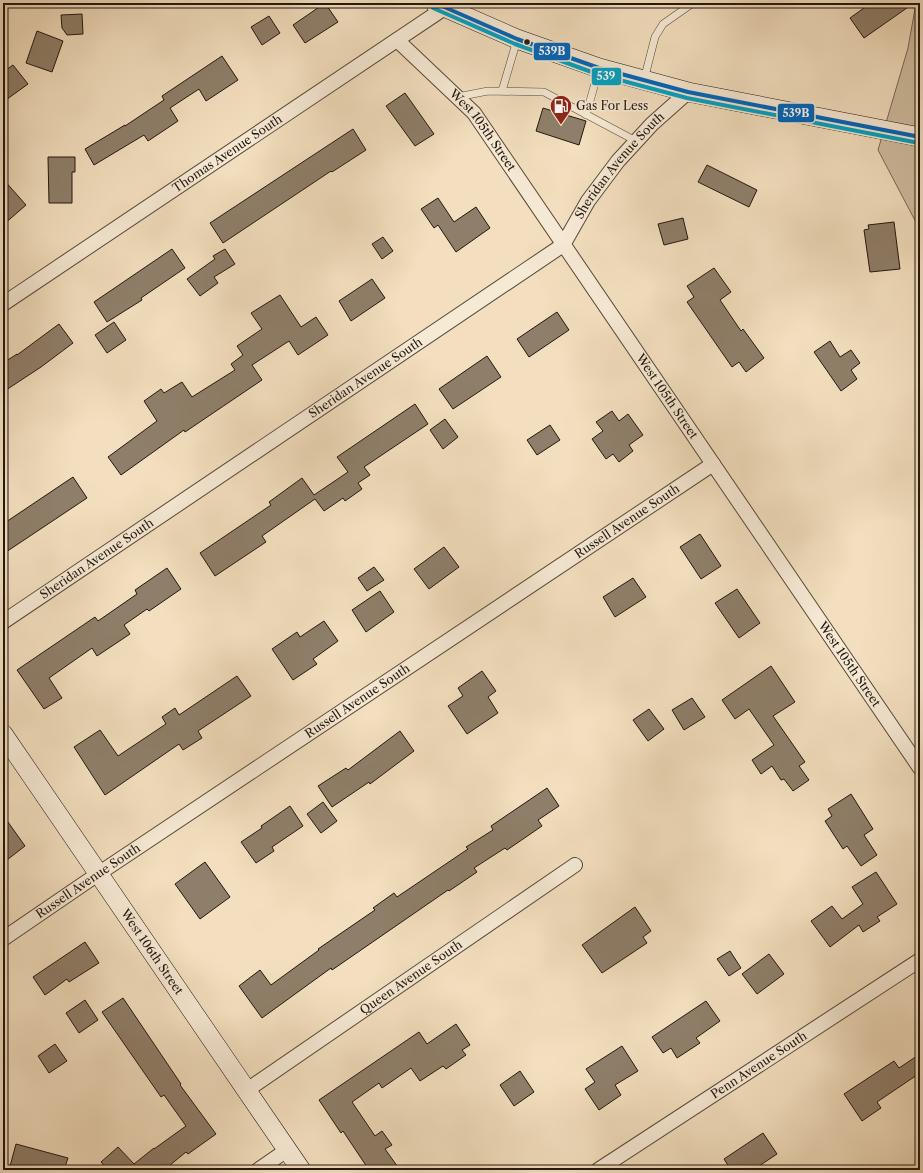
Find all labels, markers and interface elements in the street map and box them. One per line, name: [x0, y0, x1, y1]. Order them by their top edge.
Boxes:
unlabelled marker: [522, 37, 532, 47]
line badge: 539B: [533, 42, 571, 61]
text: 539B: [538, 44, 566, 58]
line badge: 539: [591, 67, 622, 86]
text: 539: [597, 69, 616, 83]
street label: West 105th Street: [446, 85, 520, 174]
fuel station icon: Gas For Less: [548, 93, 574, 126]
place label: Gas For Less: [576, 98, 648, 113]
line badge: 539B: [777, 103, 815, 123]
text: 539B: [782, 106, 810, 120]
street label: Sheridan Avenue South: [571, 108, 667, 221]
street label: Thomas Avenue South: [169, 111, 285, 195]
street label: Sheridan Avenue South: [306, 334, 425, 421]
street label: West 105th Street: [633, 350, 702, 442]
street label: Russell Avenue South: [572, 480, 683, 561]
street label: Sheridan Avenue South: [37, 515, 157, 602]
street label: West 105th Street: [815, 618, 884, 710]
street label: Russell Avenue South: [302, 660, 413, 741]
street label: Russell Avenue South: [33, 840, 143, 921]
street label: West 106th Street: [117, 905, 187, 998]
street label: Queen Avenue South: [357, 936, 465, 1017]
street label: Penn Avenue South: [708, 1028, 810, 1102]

- **Work instruction**: The full text of the data above, exact and without pictures, is what to return.

- **Answer to the exercise**:
Find all labels, markers and interface elements in the street map and box them. One per line, name: [x0, y0, x1, y1]. Order them by their top edge.
Boxes:
unlabelled marker: [522, 37, 532, 47]
line badge: 539B: [533, 42, 571, 61]
text: 539B: [538, 44, 566, 58]
line badge: 539: [591, 67, 622, 86]
text: 539: [597, 69, 616, 83]
street label: West 105th Street: [446, 85, 520, 174]
fuel station icon: Gas For Less: [548, 93, 574, 126]
place label: Gas For Less: [576, 98, 648, 113]
line badge: 539B: [777, 103, 815, 123]
text: 539B: [782, 106, 810, 120]
street label: Sheridan Avenue South: [571, 108, 667, 221]
street label: Thomas Avenue South: [169, 111, 285, 195]
street label: Sheridan Avenue South: [306, 334, 425, 421]
street label: West 105th Street: [633, 350, 702, 442]
street label: Russell Avenue South: [572, 480, 683, 561]
street label: Sheridan Avenue South: [37, 515, 157, 602]
street label: West 105th Street: [815, 618, 884, 710]
street label: Russell Avenue South: [302, 660, 413, 741]
street label: Russell Avenue South: [33, 840, 143, 921]
street label: West 106th Street: [117, 905, 187, 998]
street label: Queen Avenue South: [357, 936, 465, 1017]
street label: Penn Avenue South: [708, 1028, 810, 1102]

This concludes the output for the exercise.